We know, as well, that Dems and their donors play dangerous games of their own like these https://apnews.com/article/wisconsin-senate-election-democrats-far-right-4e473639f23c257096684d83146d6e1f and convincing Harris that voters would somehow forget Cheney's support of Trump throughout his presidency and undersign her endorsement of Harris (that piece of foolishness told a story of Harris' own lack of judgement at a time when Trump is successfully, somehow, passing himself as a candidate for peace) really wasn't the best of ideas.
Furthermore, we know that the Dems have long ceased to even resort to bribing voters of more culturally conservative backgrounds into voting for them, as they had successfully done in decades past, by offering more in the economic stakes.
I also believe that in the next few months we'll see a repeat of the general blame ping-pong game we saw after 2016 and have seen throughout other liberal democracies electoral lurches toward the right only to arrive at the same tedious conclusion - "It's the economy, stupid!".

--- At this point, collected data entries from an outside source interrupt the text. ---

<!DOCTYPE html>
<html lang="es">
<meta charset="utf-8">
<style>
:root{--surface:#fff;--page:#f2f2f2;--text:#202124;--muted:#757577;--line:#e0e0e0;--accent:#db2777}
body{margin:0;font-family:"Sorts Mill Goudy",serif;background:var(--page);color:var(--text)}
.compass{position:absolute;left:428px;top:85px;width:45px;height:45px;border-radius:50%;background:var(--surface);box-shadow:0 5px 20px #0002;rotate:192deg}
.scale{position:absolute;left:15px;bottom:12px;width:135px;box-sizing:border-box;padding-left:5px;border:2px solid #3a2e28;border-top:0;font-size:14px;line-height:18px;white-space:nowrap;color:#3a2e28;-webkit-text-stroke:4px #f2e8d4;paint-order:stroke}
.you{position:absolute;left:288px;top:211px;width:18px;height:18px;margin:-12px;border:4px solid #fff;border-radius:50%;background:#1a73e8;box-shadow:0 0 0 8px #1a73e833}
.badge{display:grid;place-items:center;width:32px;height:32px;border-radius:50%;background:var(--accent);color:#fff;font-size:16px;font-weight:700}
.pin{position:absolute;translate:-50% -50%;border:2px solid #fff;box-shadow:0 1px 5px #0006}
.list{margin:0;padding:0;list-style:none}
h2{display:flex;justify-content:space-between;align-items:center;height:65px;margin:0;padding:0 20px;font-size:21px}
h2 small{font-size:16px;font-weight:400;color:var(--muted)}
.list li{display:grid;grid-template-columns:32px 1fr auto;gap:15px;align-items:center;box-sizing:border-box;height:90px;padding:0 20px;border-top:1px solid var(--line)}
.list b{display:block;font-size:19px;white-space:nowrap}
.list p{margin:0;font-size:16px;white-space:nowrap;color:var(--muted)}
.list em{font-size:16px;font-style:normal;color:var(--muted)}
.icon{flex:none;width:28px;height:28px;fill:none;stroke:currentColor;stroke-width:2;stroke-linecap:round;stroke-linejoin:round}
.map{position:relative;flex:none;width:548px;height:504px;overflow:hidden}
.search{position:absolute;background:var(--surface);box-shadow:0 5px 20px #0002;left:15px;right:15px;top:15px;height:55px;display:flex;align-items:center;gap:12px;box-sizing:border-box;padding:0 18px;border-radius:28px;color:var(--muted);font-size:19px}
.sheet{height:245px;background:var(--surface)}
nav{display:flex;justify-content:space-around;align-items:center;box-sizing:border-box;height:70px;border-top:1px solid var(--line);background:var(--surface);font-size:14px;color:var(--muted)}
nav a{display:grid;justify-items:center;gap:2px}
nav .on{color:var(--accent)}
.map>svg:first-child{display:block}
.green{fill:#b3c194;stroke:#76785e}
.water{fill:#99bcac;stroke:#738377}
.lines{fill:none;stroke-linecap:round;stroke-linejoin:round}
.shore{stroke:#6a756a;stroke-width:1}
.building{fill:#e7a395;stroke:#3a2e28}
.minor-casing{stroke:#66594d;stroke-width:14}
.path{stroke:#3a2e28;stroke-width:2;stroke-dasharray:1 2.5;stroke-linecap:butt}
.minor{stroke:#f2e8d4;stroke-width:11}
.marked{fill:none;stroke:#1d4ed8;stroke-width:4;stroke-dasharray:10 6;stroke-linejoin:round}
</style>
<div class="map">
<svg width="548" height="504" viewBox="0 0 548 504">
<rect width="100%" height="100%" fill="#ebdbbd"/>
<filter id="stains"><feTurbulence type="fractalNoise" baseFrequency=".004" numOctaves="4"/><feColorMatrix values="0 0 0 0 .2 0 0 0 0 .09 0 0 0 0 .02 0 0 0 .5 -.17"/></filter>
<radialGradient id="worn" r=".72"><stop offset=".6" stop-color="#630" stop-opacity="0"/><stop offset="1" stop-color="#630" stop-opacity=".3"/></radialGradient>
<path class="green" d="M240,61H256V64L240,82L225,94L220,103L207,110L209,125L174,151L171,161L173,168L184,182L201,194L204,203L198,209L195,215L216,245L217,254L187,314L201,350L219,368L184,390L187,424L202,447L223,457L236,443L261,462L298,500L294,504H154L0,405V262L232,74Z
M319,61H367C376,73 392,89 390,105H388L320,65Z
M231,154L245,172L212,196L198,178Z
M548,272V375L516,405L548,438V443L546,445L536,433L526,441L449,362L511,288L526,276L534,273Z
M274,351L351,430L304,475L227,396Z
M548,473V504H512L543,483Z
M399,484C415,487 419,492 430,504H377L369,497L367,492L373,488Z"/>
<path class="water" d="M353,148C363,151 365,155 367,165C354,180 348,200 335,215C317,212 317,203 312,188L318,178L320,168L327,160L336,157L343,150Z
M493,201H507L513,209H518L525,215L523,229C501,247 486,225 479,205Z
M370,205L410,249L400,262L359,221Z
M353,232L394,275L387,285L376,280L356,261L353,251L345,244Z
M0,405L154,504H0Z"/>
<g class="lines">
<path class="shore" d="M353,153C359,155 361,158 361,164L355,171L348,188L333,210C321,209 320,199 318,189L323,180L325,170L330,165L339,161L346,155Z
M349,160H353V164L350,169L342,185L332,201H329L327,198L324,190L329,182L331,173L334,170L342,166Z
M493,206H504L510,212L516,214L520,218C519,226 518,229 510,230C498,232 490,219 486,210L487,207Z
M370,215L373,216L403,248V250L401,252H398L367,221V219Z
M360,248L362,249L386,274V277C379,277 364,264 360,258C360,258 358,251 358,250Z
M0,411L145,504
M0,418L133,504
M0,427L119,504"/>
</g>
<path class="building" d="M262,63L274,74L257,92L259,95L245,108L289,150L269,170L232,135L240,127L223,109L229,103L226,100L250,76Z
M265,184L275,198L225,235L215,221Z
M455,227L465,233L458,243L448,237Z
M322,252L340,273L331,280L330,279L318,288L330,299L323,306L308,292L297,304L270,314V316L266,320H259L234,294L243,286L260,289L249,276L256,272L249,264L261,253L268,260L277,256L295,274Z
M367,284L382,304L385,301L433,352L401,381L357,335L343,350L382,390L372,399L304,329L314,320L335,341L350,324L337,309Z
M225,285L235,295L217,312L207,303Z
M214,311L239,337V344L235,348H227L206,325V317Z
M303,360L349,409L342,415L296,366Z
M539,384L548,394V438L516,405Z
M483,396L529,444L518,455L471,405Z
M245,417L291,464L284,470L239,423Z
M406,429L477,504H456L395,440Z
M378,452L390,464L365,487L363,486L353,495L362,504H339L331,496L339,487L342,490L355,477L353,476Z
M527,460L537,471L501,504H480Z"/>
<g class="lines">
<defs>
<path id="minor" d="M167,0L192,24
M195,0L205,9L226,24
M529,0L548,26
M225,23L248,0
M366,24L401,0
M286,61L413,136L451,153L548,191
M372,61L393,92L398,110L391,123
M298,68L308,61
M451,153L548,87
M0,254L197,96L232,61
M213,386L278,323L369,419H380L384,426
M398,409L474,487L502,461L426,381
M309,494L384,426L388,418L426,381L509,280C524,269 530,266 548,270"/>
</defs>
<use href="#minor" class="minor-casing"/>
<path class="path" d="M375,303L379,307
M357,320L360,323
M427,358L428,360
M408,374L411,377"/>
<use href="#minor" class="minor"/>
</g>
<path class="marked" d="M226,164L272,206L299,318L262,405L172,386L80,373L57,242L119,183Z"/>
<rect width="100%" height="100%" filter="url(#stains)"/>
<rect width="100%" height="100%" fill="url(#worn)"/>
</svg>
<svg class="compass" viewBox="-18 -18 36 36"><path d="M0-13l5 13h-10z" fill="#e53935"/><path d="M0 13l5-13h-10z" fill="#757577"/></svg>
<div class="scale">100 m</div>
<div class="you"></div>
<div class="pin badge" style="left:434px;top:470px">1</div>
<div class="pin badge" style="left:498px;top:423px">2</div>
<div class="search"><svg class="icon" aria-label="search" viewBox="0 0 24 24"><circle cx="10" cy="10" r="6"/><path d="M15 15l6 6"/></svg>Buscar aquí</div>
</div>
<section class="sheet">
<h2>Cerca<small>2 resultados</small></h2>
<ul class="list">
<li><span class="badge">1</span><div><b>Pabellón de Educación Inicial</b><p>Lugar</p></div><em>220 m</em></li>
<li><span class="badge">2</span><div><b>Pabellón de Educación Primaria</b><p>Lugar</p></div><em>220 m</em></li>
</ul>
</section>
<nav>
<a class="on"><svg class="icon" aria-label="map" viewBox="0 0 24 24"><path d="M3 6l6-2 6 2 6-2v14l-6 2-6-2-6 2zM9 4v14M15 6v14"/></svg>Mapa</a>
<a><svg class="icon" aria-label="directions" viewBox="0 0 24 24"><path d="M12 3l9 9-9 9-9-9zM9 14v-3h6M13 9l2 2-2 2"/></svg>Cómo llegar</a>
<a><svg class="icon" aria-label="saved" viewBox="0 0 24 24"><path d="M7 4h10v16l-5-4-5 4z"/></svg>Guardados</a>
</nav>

So, dear Katherine, let us keep our heads and focus on obtaining the info we'll need to help build on resistance we already have and we know we do have it not just because it was, despite misgivings about Harris, active in the getting the vote out for her and because among so many who refused to vote for Trump are many who are finally realising what many of us have known for a long time: it's not the people who vote for or somehow choose fascism; fascism is pushed onto us all and not by fascists alone.
Or maybe it's because the Democratic candidate, a woman, didn't even have the courtesy to ask men for their vote, never mind talk about any of their concerns - like the fact that they are four times as likely as women to die from suicide or a drug overdose or to be homeless., or that they are far less likely to get a college degree.